庚申信仰は、十干(じっかん)の「庚(かのえ)」と十二支の「申(さる)」が巡ってくる庚申の日に、人々の体内にあるとされる三尸(さんし)という三匹の虫が、眠っている間に身体を抜け出して天に昇り、天帝にその人の罪を告げ、寿命を縮めさせるとされる道教思想に基づいている。人々はそれを防ぐため、庚申の日には徹夜で身を慎み、神仏を祀る「庚申待(こうしんまち)」という行事を行った。青面金剛は、この三尸の虫を抑え込む強い力を持つ神として、庚申待の本尊に据えられた。

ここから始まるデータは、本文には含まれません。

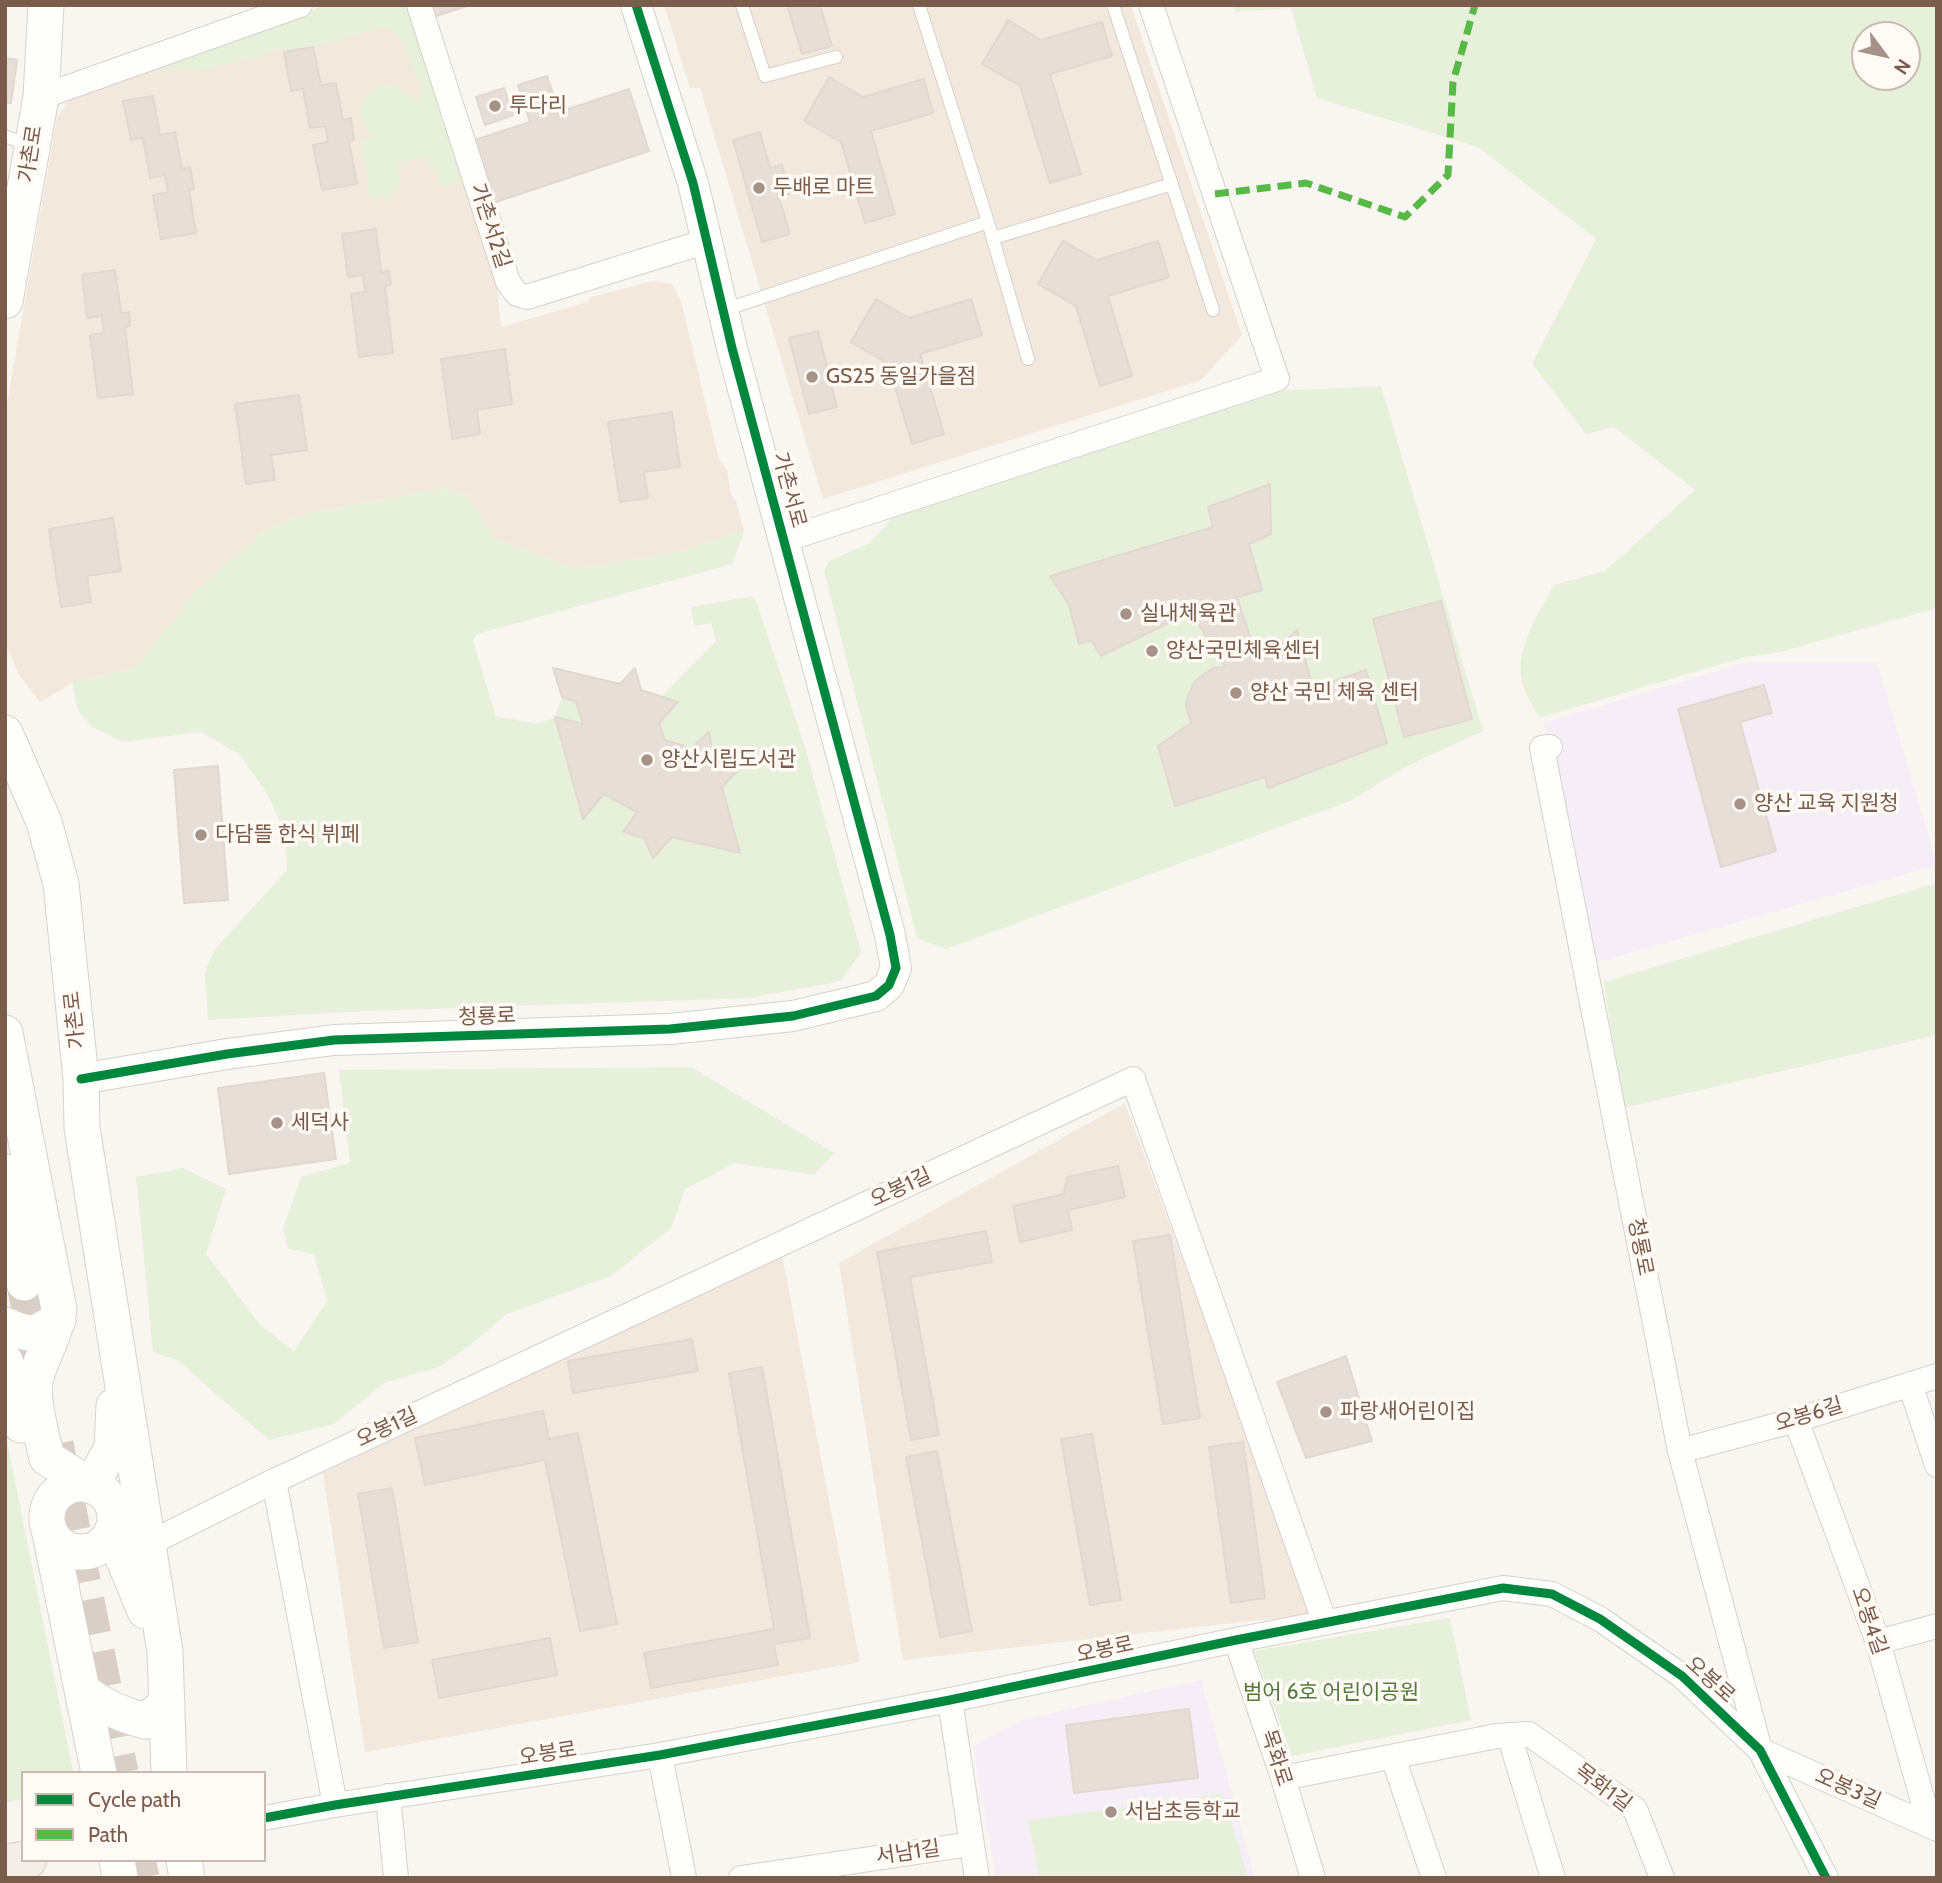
<!DOCTYPE html>
<meta charset="utf-8">
<style>
body{margin:0}
#map{position:relative;width:1942px;height:1883px;overflow:hidden;background:#f9f5f0;font-family:Cabin,sans-serif}
canvas{display:block}
.frame{position:absolute;inset:0;border:7px solid #7a5c4d;pointer-events:none}
.legend{position:absolute;left:21px;top:1771px;width:245px;height:91px;box-sizing:border-box;background:#fffaf3;border:2px solid #cabbb1;margin:0;padding:9px 12px;list-style:none;font-size:21px;color:#7a5c4d}
.legend li{display:flex;align-items:center;gap:14px;height:35px}
.legend b{width:35px;border:2px solid #cabbb1}
.north{position:absolute;left:1851px;top:21px;width:70px;height:70px;box-sizing:border-box;background:#fffaf3;border:2px solid #cabbb1;border-radius:50%;rotate:123deg;font-size:19px;font-weight:700;line-height:28px;text-align:center;color:#7a5c4d}
.north::after{content:'';display:block;margin:auto;width:24px;height:32px;background:#a69286;clip-path:polygon(50% 0,100% 100%,50% 72%,0 100%)}
</style>
<div id="map">
<canvas width="1942" height="1883"></canvas>
<div class="frame"></div>
<ul class="legend">
<li><b style="height:9px;background:#00873e"></b>Cycle path</li>
<li><b style="height:9px;background:#58b947"></b>Path</li>
</ul>
<div class="north">N</div>
</div>
<script>
const c = document.querySelector('canvas').getContext('2d');
c.lineJoin = 'round';
function fillPath(path, color) {
  c.fillStyle = color;
  c.fill(path, 'evenodd');
}
function trace(path, color, width, dash) {
  c.strokeStyle = color;
  c.lineWidth = width;
  c.lineCap = dash ? 'butt' : 'round';
  c.setLineDash(dash || []);
  c.stroke(path);
}
function label(font, color, halo, rows, align = 'center') {
  c.font = font + ' Cabin,"Noto Sans KR",sans-serif';
  c.lineWidth = 7;
  c.setLineDash([]);
  c.textBaseline = 'middle';
  c.strokeStyle = halo;
  c.fillStyle = color;
  for (const [text, x, y, turn = 0] of rows) {
    c.save();
    c.translate(x, y);
    c.rotate((+turn || 0) * Math.PI / 180);
    c.textAlign = isNaN(turn) ? turn : align;
    if (halo) c.strokeText(text, 0, 0);
    c.fillText(text, 0, 0);
    c.restore();
  }
}
fillPath(new Path2D(`
 M326,5h83l88,281 4,41 87,-25 3,-5 62,-16 19,3 9,17 38,158 8,11 4,25 5,6 8,30 -66,21 -102,17 -82,-31 -25,-43 -25,-7 -148,28 -32,15 -66,58 -62,78 -64,16 -32,19 -21,-27 -14,-32v-228l52,-297 14,-21z
 M664,5h467l111,330 -41,45 -378,119 -123,-411h-10z
 M1125,1103l188,511 -410,46 -64,-397z
 M782,1255l78,407 -495,90 -42,-279z`), '#f2e8de');
fillPath(new Path2D(`
 M1744,663h133l60,202 -343,98 -50,-240z
 M1201,1680l54,198h-259l-23,-131 48,-27z`), '#f6eef6');
fillPath(new Path2D(`
 M326,5h83l55,176 -23,7 -5,-20 -6,1 -3,-12 -30,7 4,19 -11,17 -20,-3 -10,-55 13,-4c-36,-35 17,-79 44,-35l4,-14 -15,-42 -8,-13 -13,-7 -72,20 -29,5 -2,-3c-28,8 -98,33 -122,16z
 M1234,5h703v603l-161,45 -31,4 -206,61c-5,-10 -11,-20 -15,-30 -13,-36 14,-72 30,-103l51,-14 90,-81 -81,-63 -28,7 -54,-70 64,-125 -118,-92 -161,-49 -26,-90 -56,4zM1907,35v42h-42v-42z
 M1381,386l102,345 -74,34 -59,36 -404,148 -29,-11 -93,-367 5,-10 41,-18 28,-32 378,-120z
 M444,488l25,7 25,43 82,31 102,-17 66,-21 -12,33 -255,70 -4,7 23,75 40,8 19,-7 7,-20 -9,-29 66,16 16,-16 7,22 19,7 55,-56 -5,-18 -17,3 -3,-19 61,-11 4,5 49,146 56,205 -20,29 -92,17 -379,13 -162,9 -3,-48 10,-23 72,-79 -2,-37 -18,-40 -28,-39 -38,-22 -79,10 -31,-16 -13,-15 -6,-28 64,-16 62,-78 66,-58 32,-15z
 M1937,883v152l-314,73 -19,-126z
 M691,1067l143,86 -20,22 -79,-12 -50,26 -14,39 -60,48 -104,38 -39,33 -29,20 -55,16 -50,41 -65,16 -92,-80 -24,-8 -17,-175 47,-9 43,21 -20,65 55,72 33,25 33,-50 -13,-47 -26,-5 -5,-20 18,-52 49,-14 -11,-93z
 M5,1430l68,341 -50,2v26l-18,4z
 M1450,1618l21,102 -179,36 -38,-105z
 M1223,1794l25,84h-208l-12,-58z`), '#e7f0db');
const building = new Path2D(`
 M429,5h37l1,1 -34,11z
 M787,5h33l12,41 -30,8z
 M1008,20l33,20 61,-18 10,34 -62,18 31,100 -31,9 -30,-97 -38,-22z
 M313,47l8,38 15,-2 7,37 8,-2 3,22 -5,1 8,43 -35,6 -9,-45 15,-3 -3,-16 -15,2 -7,-39 -12,2 -7,-39z
 M5,58l12,2 -6,43h-6z
 M547,76l12,36 70,-23 20,62 -156,52 -21,-62 58,-19 -12,-37z
 M829,77l34,20 61,-18 9,34 -62,18 24,83 -30,9 -24,-81 -37,-21z
 M504,88l9,27 -28,10 -9,-28z
 M153,96l7,39 15,-3 7,37 8,-2 4,22 -5,1 7,43 -35,6 -8,-44 15,-3 -3,-17 -15,3 -7,-40 -12,2 -8,-39z
 M760,132l10,36 12,-3 8,29 -11,3 11,37 -28,8 -29,-102z
 M376,229l5,43 8,-1 2,14 -6,1 8,67 -34,4 -8,-63 14,-2 -2,-17 -15,2 -6,-43z
 M1063,241l34,19 61,-19 11,36 -61,19 24,80 -32,10 -24,-80 -38,-22z
 M115,270l6,43 8,-1 1,14 -5,1 8,67 -35,4 -8,-63 14,-2 -2,-17 -15,2 -5,-43z
 M876,299l33,19 62,-19 11,36 -62,19 24,80 -32,10 -24,-80 -37,-22z
 M818,331l19,76 -28,7 -20,-76z
 M505,349l7,55 -35,6 3,24 -28,5 -11,-80z
 M299,395l8,55 -36,5 4,25 -29,4 -11,-80z
 M672,412l8,55 -36,5 4,26 -28,4 -12,-80z
 M1270,484l1,50 -22,10 13,46 -25,7 22,67 38,-34 16,58 53,-18 21,73 -119,45 -3,-11 -90,29 -17,-60 33,-23 -5,-17 1,-8 8,-17 18,-13 12,-1 -34,-55 -90,44 -10,-16 -12,4 -10,-39 -19,-29 163,-49 -5,-20z
 M113,518l8,53 -34,5 4,26 -30,5 -12,-78z
 M1441,601l31,118 -68,18 -31,-118z
 M553,668l67,16 15,-16 6,22 37,12 -19,21 6,17 26,8 18,-16 4,22 30,11 -21,22 18,66 -68,-16 -19,21 -9,-20 -21,-6 14,-20 -33,-18 -21,25 -28,-102 28,7 -7,-22 -14,-5z
 M1764,685l8,28 -32,9 36,129 -55,16 -43,-158z
 M218,766l10,134 -44,3 -10,-133z
 M324,1073l12,86 -107,15 -11,-86z
 M1118,1166l7,31 -57,13 4,20 -52,12 -7,-36 51,-12 3,-17z
 M986,1231l6,31 -82,15 29,158 -28,5 -34,-188z
 M1170,1235l30,183 -37,6 -30,-183z
 M692,1339l6,32 -125,22 -5,-32z
 M1346,1356l26,85 -66,17 -29,-76z
 M762,1367l48,271 -36,6 4,21 -127,23 -7,-35 130,-24 -45,-256z
 M543,1411l6,28 29,-6 39,191 -37,7 -35,-171 -120,25 -10,-47z
 M1092,1434l29,166 -31,5 -29,-166z
 M1243,1442l22,156 -34,5 -22,-156z
 M937,1451l35,180 -32,6 -34,-180z
 M392,1488l26,154 -34,6 -26,-154z
 M550,1638l7,37 -118,23 -7,-38z
 M1189,1709l9,69 -124,15 -8,-68z`);
fillPath(building, '#e6ded7');
trace(building, '#e2d8d2', 2);
trace(new Path2D(`
 M24,1283l15,79
 M56,1444l65,329
 M138,1860l4,18`), '#d9cfc7', 35, [35, 18]);
const service = new Path2D(`
 M742,5l23,71 71,-19
 M919,5l69,217 40,137
 M1113,5l100,305
 M5,136l26,10
 M993,238l179,-54
 M724,310l264,-88`);
const minor = new Path2D(`
 M419,5l89,277 9,12 10,3 180,-56
 M41,97l259,-92
 M784,540l493,-161 -126,-374
 M1550,747l-8,1 138,703 80,299 177,79
 M1910,1384l27,81
 M1796,1420l82,222 52,184
 M1680,1451l116,-31 141,-44
 M274,1481l61,324
 M148,1544l126,-63 859,-402 192,544
 M1236,1640l47,138 30,100
 M1878,1642l59,-16
 M950,1700l27,178
 M1509,1735l44,143
 M660,1755l24,123
 M1393,1757l41,121
 M1283,1778l214,-42 32,-2 106,75 27,69
 M388,1796l8,82
 M264,1818l71,-13 325,-50 290,-55 286,-60 267,-52 49,6 48,25 82,57 78,74 66,128
 M741,1878l230,-34`);
const tertiary = new Path2D(`
 M81,1079l146,-25 107,-14 336,-11 123,-13 83,-20 13,-11 7,-17 -6,-33 -158,-587 -39,-165 -57,-178`);
const secondary = new Path2D(`
 M5,301l36,-204 5,-92
 M5,733l39,89 17,62 20,195 1,49 83,524 4,121
 M5,1033l54,276c-3,25 -16,44 -23,68 -6,20 6,60 11,81l44,28 21,-38 2,-42
 M5,1172l19,111
 M5,1325c26,12 30,10 53,-5
 M5,1361l16,64
 M47 1518a34 34 0 1 1 68 0a34 34 0 1 1-68 0Z
 M112,1531l33,80
 M50,1533l49,240
 M83,1691c19,15 38,24 62,30l22,-17
 M117,1860l3,18
 M184,1860l3,18`);
const primary = new Path2D(`
 M5,1864l22,-4`);
trace(service, '#d7d1cb', 14);
trace(minor, '#d7d1cb', 26);
trace(tertiary, '#d7d1cb', 32);
trace(secondary, '#d9d2cb', 37);
trace(primary, '#dad1cc', 40);
trace(service, '#fefefd', 12);
trace(minor, '#fefefd', 24);
trace(tertiary, '#fefefd', 30);
trace(secondary, '#fefefd', 35);
trace(primary, '#f3eee8', 38);
trace(new Path2D(`
 M1215,194l91,-11 99,34 43,-42 5,-93 22,-77`), '#58b947', 7, [14, 7]);
trace(new Path2D(`
 M81,1079l146,-25 107,-14 336,-11 123,-13 83,-20 13,-11 7,-17 -6,-33 -158,-587 -39,-165 -57,-178
 M264,1818l71,-13 325,-50 290,-55 286,-60 267,-52 49,6 48,25 82,57 78,74 66,128`), '#00873e', 9);
for (const [x, y, r, color] of [
 [495,106,7,"#a69286"],
 [759,188,7,"#a69286"],
 [812,377,7,"#a69286"],
 [1126,614,7,"#a69286"],
 [1152,651,7,"#a69286"],
 [1236,693,7,"#a69286"],
 [647,760,7,"#a69286"],
 [1740,804,7,"#a69286"],
 [201,835,7,"#a69286"],
 [277,1123,7,"#a69286"],
 [1326,1412,7,"#a69286"],
 [1111,1812,7,"#a69286"]
]) {
  const dot = new Path2D();
  dot.arc(x, y, r, 0, 2 * Math.PI);
  c.fillStyle = color;
  c.fill(dot);
  trace(dot, '#fffaf3', 2.5);
}
label('21px', '#7a5c4d', '#fffaf3', [
 ["투다리",509,106],
 ["두배로 마트",773,188],
 ["GS25 동일가을점",826,377],
 ["실내체육관",1140,614],
 ["양산국민체육센터",1166,651],
 ["양산 국민 체육 센터",1250,693],
 ["양산시립도서관",661,760],
 ["양산 교육 지원청",1754,804],
 ["다담뜰 한식 뷔페",215,835],
 ["세덕사",291,1123],
 ["파랑새어린이집",1340,1412],
 ["서남초등학교",1125,1812]
], 'left');
label('21px', '#7a5c4d', '#fffaf3', [
 ["가촌로",31,154,-81],
 ["가촌서2길",490,226,72],
 ["가촌서로",789,490,75],
 ["청룡로",487,1017,-2],
 ["가촌로",75,1020,-96],
 ["오봉1길",901,1188,-25],
 ["청룡로",1640,1247,79],
 ["오봉6길",1809,1415,-17],
 ["오봉1길",387,1428,-25],
 ["오봉4길",1869,1621,71],
 ["오봉로",1105,1650,-12],
 ["오봉로",1710,1680,42],
 ["오봉로",548,1754,-9],
 ["목화로",1276,1758,72],
 ["목화1길",1603,1788,37],
 ["오봉3길",1848,1789,24],
 ["서남1길",908,1853,-8]
]);
label('21px', '#537a41', '#fffaf3', [
 ["범어 6호 어린이공원",1331,1693]
]);
</script>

その像容は、一面三眼六臂(いちめんさんがんろっぴ)、すなわち顔が一つで三つの眼を持ち、六本の腕を持つ忿怒(ふんぬ)の姿で表現されることが多い。手足には蛇が巻き付き、胸の前で両手を合わせるか、剣や輪宝(りんぼう)などの武器や法具を持つ姿で表される。また、足元には邪鬼や、三尸の虫を象徴するとされる三猿(見ざる、言わざる、聞かざる)を踏みつけている姿で描かれることも多い。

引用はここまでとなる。